[Required work] Which lines of the data contain the string "page"? Show each of them.

__________

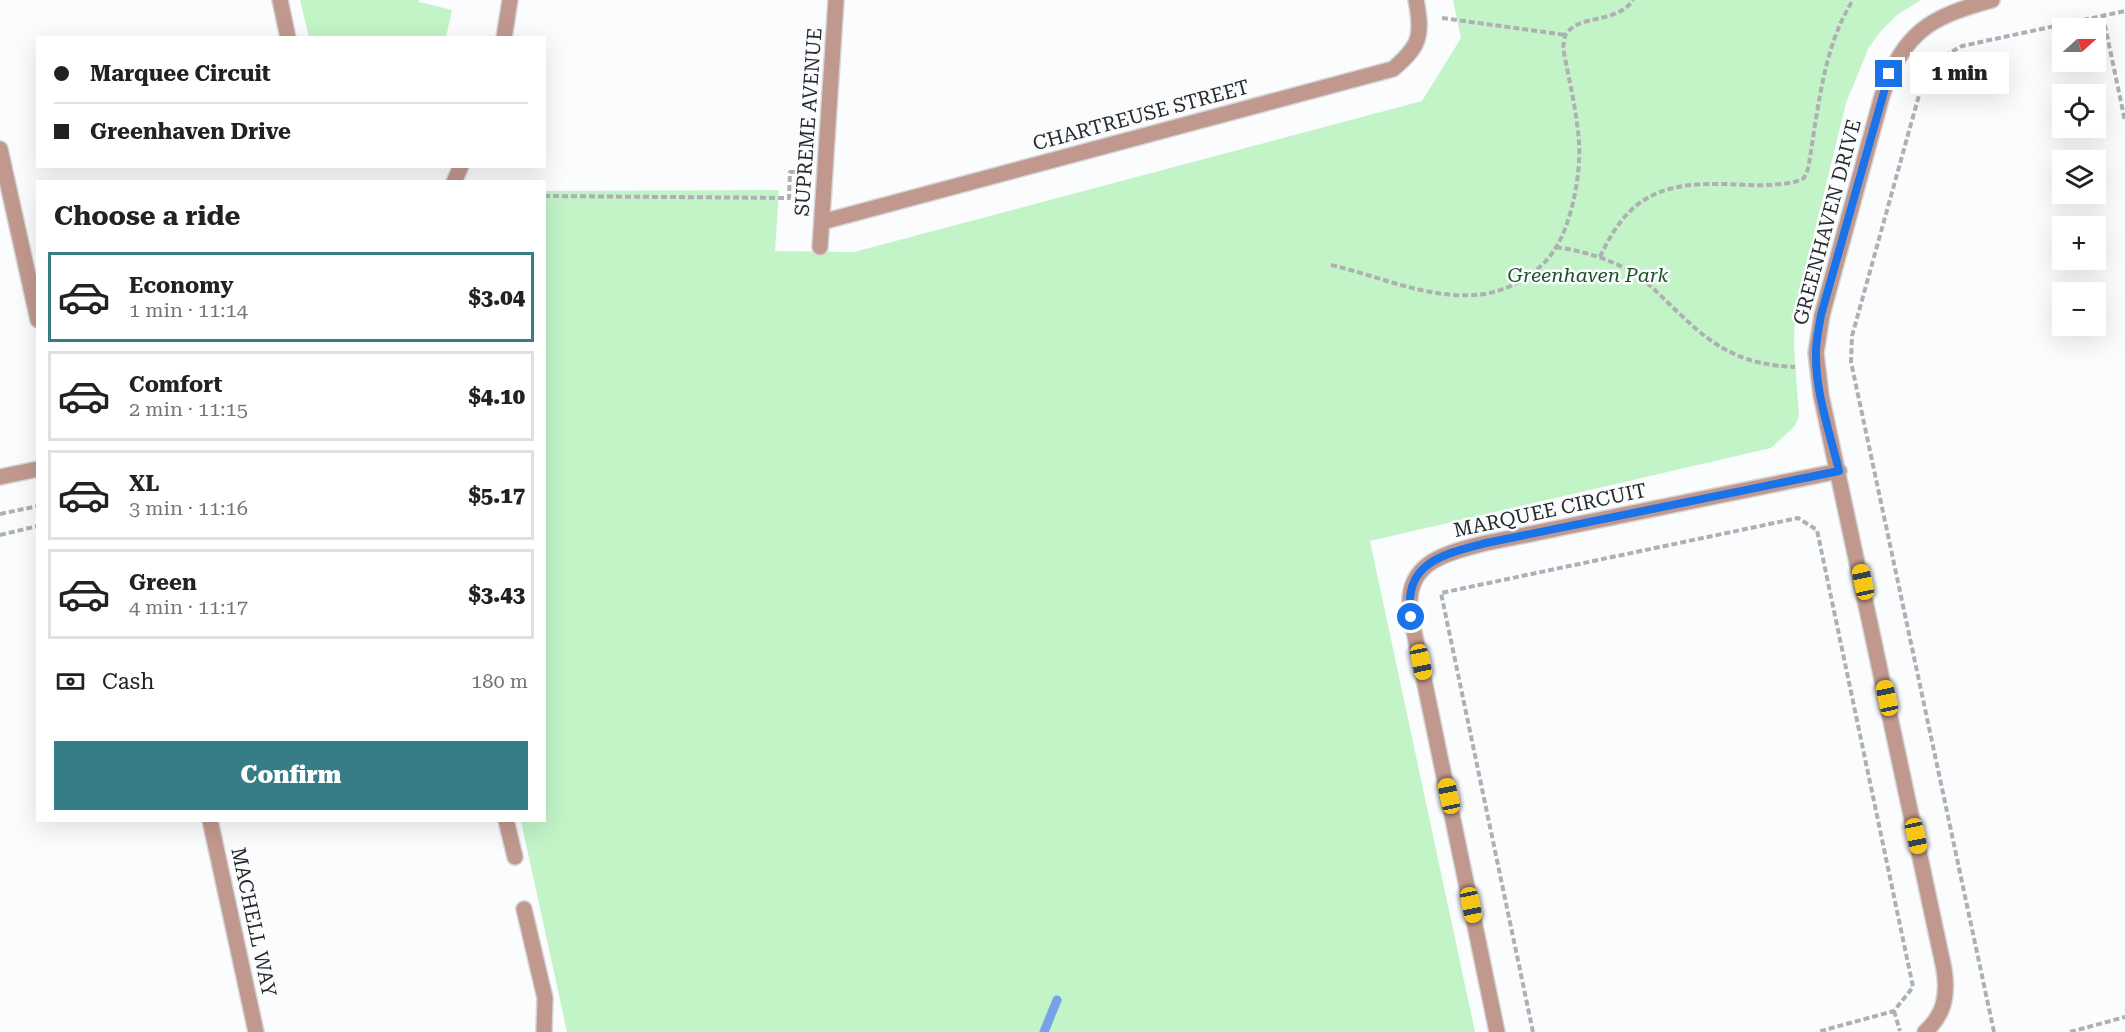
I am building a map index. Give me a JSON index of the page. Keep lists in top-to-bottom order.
{
  "streets": {
    "street": [
      "CHARTREUSE STREET",
      "SUPREME AVENUE",
      "GREENHAVEN DRIVE",
      "MARQUEE CIRCUIT",
      "MACHELL WAY"
    ]
  },
  "crossings": [
    ["CHARTREUSE STREET", "SUPREME AVENUE"],
    ["GREENHAVEN DRIVE", "MARQUEE CIRCUIT"]
  ],
  "parks": ["Greenhaven Park"],
  "north": "right",
  "page": {
    "map_buttons": ["+", "−"],
    "banner": ["Marquee Circuit", "Greenhaven Drive"],
    "bubble": "1 min",
    "heading": "Choose a ride",
    "list": [
      {
        "name": "Economy",
        "note": "1 min · 11:14",
        "value": "$3.04"
      },
      {
        "name": "Comfort",
        "note": "2 min · 11:15",
        "value": "$4.10"
      },
      {
        "name": "XL",
        "note": "3 min · 11:16",
        "value": "$5.17"
      },
      {
        "name": "Green",
        "note": "4 min · 11:17",
        "value": "$3.43"
      }
    ],
    "pay": ["Cash", "180 m"],
    "buttons": "Confirm"
  }
}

__________

[Result of the task]
I am building a map index. Give me a JSON index of the page. Keep lists in top-to-bottom order.
  "page": {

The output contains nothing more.